# 1+p Log Transformation To Target and Binary Encoding (if required)

In [37]:
import os

import numpy as np
import pandas as pd

import joblib

from category_encoders import BinaryEncoder
from sklearn.preprocessing import FunctionTransformer

In [39]:
df_all = pd.read_pickle('data/df/df_all.pkl')

In [40]:
continuous_features = joblib.load('data/iterables/continuous_features.joblib')
categorical_features = joblib.load('data/iterables/categorical_features.joblib')
target_features = joblib.load('data/iterables/target_features.joblib')

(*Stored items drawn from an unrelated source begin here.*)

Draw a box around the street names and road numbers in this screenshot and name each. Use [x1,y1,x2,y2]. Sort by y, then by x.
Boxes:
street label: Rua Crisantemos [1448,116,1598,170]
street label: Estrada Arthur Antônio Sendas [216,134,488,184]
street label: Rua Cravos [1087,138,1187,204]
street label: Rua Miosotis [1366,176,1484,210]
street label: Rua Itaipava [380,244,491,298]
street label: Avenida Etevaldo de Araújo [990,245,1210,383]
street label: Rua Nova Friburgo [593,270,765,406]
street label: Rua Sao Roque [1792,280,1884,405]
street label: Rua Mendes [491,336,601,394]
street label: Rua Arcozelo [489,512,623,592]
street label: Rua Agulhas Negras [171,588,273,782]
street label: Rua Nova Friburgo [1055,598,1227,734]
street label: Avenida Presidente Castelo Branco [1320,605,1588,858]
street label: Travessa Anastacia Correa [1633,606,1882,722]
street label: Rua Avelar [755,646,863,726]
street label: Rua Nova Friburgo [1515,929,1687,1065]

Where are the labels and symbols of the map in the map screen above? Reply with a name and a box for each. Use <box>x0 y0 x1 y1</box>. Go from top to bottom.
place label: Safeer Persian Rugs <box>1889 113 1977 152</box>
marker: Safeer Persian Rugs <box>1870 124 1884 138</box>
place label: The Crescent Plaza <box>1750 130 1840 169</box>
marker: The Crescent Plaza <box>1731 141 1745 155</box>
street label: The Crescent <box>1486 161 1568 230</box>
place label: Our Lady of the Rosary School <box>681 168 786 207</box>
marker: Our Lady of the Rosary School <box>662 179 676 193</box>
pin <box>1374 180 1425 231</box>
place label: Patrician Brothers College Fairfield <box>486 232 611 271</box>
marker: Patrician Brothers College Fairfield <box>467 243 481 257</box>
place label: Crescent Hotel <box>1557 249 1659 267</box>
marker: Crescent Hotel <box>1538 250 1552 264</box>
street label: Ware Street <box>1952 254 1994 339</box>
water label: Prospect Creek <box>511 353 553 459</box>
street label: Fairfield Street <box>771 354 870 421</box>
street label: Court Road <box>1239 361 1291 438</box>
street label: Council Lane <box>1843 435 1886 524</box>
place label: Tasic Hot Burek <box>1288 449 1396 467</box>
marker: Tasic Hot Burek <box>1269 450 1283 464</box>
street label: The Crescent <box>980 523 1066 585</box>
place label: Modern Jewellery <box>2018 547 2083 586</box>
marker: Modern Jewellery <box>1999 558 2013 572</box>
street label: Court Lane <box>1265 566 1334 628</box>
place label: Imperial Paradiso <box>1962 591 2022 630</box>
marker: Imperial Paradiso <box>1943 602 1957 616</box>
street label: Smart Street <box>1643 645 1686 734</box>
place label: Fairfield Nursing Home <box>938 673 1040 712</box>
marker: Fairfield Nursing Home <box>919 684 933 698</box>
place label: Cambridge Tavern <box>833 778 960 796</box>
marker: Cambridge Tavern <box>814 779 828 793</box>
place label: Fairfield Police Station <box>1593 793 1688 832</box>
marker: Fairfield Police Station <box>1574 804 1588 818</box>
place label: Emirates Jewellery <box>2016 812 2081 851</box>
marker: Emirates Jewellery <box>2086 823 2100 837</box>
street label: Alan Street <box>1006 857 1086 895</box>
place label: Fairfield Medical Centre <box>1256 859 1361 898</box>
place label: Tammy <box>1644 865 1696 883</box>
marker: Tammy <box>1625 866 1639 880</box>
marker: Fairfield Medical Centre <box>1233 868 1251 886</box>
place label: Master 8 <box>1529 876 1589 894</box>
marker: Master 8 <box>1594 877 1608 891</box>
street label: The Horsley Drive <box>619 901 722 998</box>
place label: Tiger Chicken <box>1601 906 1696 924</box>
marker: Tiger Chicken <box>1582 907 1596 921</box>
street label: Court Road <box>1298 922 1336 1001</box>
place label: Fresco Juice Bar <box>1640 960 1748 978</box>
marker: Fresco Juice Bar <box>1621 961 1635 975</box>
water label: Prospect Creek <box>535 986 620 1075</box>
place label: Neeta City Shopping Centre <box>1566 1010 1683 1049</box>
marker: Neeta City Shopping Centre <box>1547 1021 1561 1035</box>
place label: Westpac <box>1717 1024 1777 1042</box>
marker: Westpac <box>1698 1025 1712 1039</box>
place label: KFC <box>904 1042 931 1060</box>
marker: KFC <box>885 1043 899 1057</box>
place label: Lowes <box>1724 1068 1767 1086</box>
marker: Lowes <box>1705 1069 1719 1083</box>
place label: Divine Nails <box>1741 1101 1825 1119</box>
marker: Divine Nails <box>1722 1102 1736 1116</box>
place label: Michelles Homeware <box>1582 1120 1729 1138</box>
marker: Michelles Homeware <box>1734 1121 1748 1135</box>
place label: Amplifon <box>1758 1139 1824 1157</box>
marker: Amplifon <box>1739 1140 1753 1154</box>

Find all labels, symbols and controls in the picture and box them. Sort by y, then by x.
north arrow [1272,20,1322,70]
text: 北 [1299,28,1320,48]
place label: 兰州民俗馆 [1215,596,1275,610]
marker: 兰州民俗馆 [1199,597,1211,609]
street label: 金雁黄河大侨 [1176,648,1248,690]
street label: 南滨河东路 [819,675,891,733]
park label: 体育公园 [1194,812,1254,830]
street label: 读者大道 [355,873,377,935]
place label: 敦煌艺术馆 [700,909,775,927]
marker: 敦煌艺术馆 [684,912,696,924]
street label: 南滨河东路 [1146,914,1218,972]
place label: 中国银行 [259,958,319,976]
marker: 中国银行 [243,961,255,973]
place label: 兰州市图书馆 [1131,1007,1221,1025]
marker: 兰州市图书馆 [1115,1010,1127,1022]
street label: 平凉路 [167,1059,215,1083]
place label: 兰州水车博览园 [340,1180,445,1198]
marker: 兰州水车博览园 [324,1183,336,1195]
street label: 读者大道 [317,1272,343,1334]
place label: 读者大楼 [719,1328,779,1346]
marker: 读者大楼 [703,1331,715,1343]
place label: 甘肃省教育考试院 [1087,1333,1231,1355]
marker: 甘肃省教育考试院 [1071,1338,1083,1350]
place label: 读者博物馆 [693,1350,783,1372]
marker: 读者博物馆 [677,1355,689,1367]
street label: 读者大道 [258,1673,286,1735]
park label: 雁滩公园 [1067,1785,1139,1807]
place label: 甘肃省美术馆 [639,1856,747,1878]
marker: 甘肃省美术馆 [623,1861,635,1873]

### Execute below if you need data for algorithms that don't support categorical variables
### ============================================================================

In [23]:
be = BinaryEncoder(cols=categorical_features, return_df=True, handle_unknown='ignore')
df_encoded = be.fit_transform(df_all[categorical_features])

In [24]:
joblib.dump(be, 'models/preprocessing/be.joblib')

['models/preprocessing/be.joblib']

In [25]:
df_encoded.head()

Unnamed: 0,cat_cf_is_cluster_changed_0,cat_cf_is_cluster_changed_1,cat_cf_is_resort_region_changed_0,cat_cf_is_resort_region_changed_1,cat_checkin_date_is_weekend_0,cat_checkin_date_is_weekend_1,cat_cf_is_room_type_booked_changed_0,cat_cf_is_room_type_booked_changed_1,cat_booking_date_month_0,cat_booking_date_month_1,...,cat_checkin_date_day_0,cat_checkin_date_day_1,cat_checkin_date_day_2,cat_checkin_date_day_3,cat_checkin_date_day_4,cat_checkin_date_day_5,cluster_code_0,cluster_code_1,cluster_code_2,cluster_code_3
0,0,1,0,1,0,1,0,1,0,0,...,0,0,0,0,0,1,0,0,0,1
1,0,1,1,0,1,0,0,1,0,0,...,0,0,0,0,1,0,0,0,0,1
2,0,1,1,0,1,0,1,0,0,0,...,0,0,0,0,1,1,0,0,1,0
3,0,1,1,0,0,1,1,0,0,0,...,0,0,0,0,1,0,0,0,1,1
4,1,0,0,1,0,1,1,0,0,0,...,0,0,0,1,0,0,0,0,1,1


In [26]:
categorical_features_encoded = df_encoded.columns.tolist()
print(categorical_features_encoded.__len__())

180


In [None]:
joblib.dump(categorical_features_encoded, 'data/iterables/categorical_features_encoded.joblib')

In [27]:
df_all.reset_index(inplace=True, drop=True)
df_encoded.reset_index(inplace=True, drop=True)

In [28]:
df_all = df_all.merge(df_encoded, left_index=True, right_index=True, how='inner')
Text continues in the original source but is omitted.